> _Information_

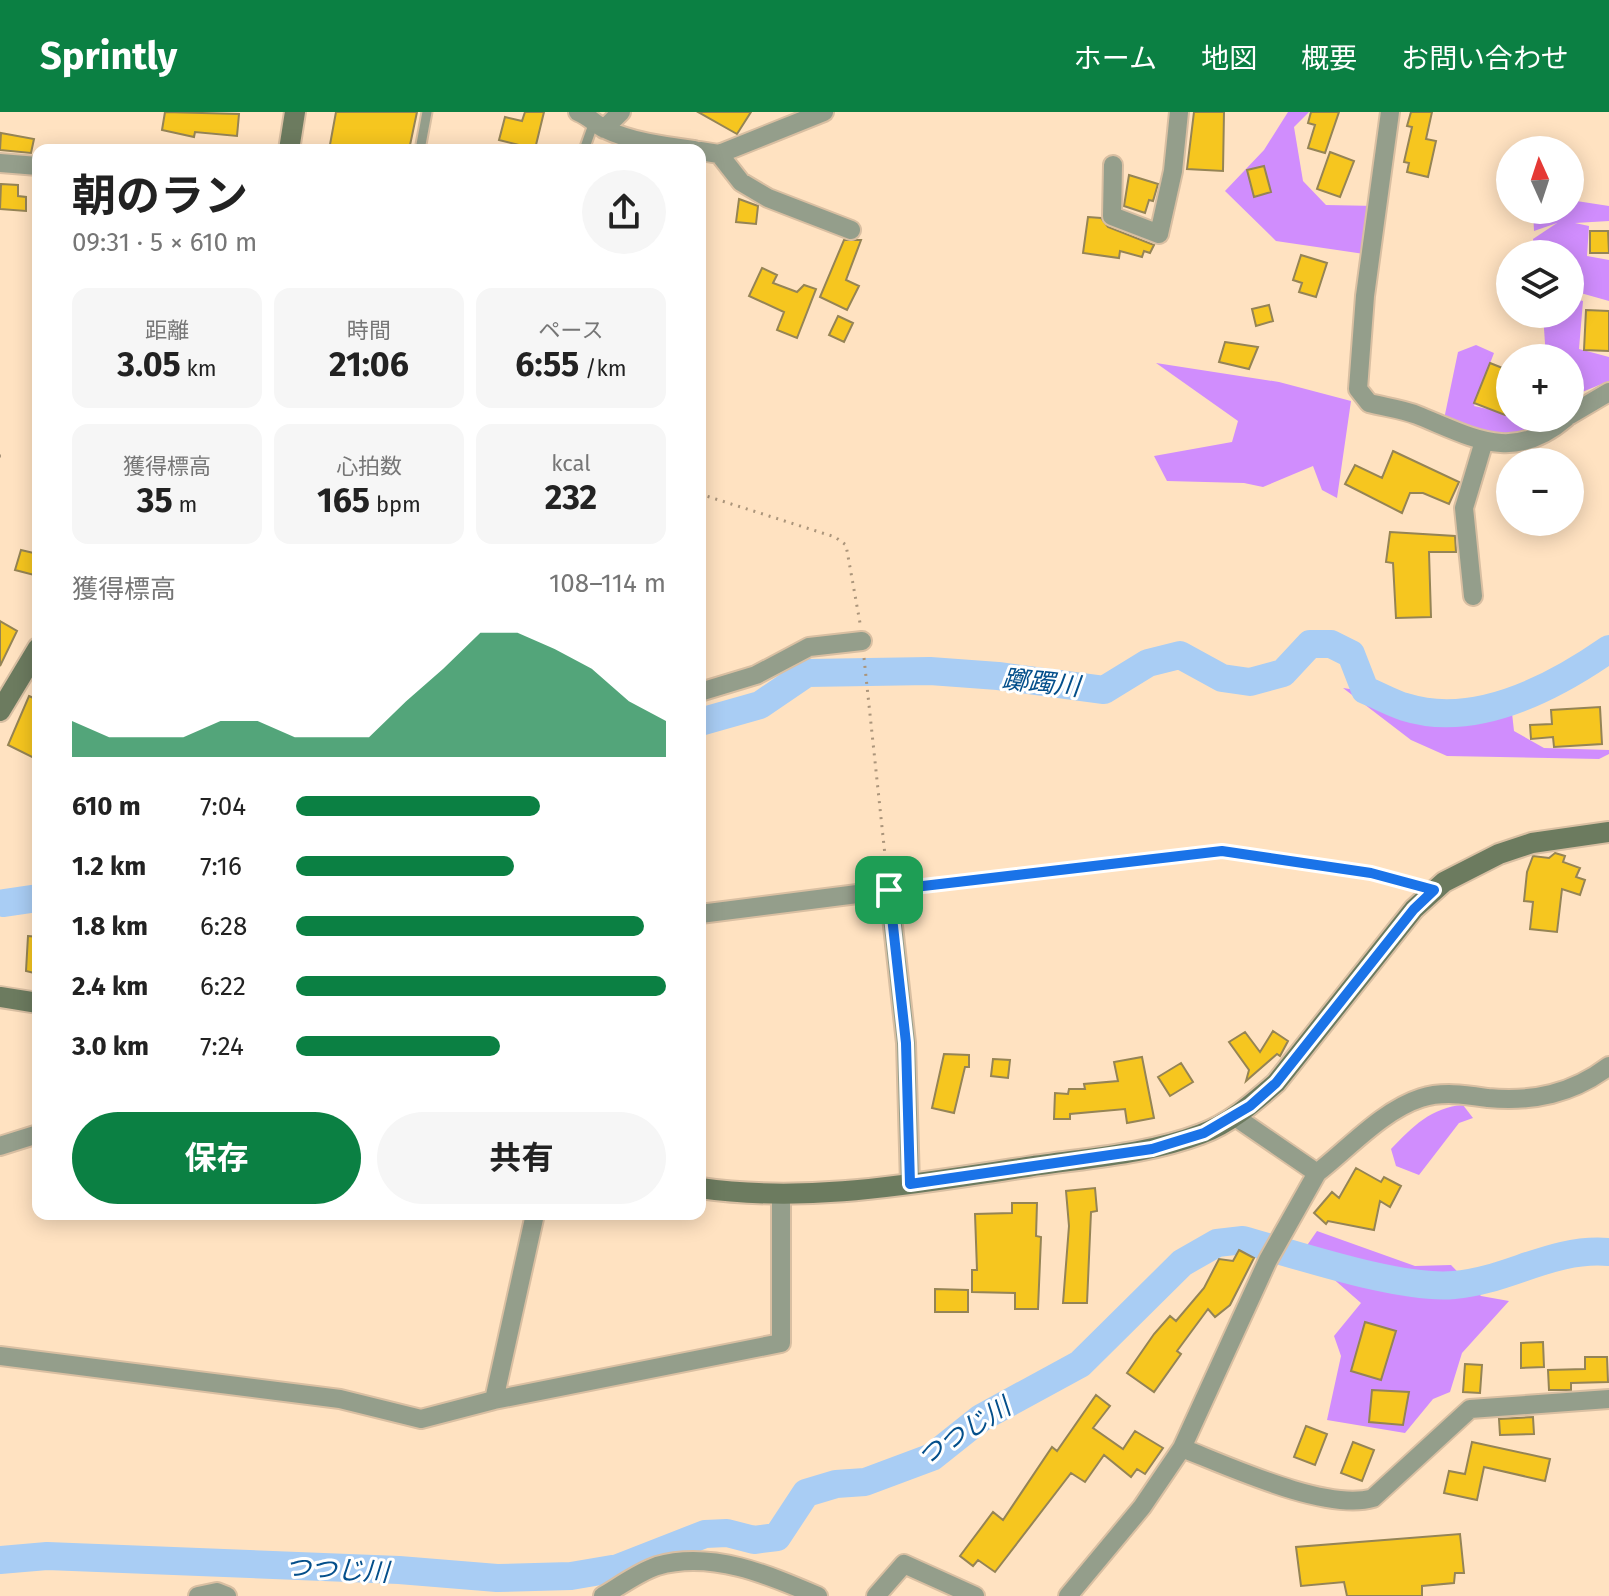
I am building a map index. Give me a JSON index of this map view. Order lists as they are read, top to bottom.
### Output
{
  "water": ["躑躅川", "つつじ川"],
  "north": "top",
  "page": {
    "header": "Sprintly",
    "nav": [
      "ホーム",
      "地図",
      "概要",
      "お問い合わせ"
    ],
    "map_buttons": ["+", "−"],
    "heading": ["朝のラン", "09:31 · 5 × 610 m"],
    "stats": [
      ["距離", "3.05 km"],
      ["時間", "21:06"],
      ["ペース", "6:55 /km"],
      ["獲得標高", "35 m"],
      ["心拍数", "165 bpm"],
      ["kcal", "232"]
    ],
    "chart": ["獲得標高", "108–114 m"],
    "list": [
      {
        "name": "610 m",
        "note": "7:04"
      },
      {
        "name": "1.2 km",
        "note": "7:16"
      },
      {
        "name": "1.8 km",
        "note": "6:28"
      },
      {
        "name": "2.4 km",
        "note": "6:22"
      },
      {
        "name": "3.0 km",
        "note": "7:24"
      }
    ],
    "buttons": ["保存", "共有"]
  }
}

--

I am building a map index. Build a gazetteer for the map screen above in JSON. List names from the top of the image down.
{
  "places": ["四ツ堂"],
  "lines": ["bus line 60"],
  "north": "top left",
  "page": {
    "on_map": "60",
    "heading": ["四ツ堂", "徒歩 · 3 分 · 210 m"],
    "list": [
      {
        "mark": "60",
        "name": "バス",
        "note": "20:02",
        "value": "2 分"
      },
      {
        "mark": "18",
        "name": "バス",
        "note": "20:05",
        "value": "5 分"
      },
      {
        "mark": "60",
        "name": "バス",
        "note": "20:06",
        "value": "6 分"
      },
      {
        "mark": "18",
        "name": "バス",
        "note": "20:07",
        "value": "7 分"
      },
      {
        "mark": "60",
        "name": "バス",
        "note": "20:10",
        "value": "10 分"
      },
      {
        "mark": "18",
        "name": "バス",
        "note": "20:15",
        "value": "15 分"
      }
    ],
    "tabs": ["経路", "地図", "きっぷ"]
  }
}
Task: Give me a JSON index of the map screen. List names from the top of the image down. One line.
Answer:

> _Exercise brief_
Search the data for the string "Give" and copy every line where it appears.

> _Reply to the exercise_
I am building a map index. Give me a JSON index of this map view. Order lists as they are read, top to bottom.
Task: Give me a JSON index of the map screen. List names from the top of the image down. One line.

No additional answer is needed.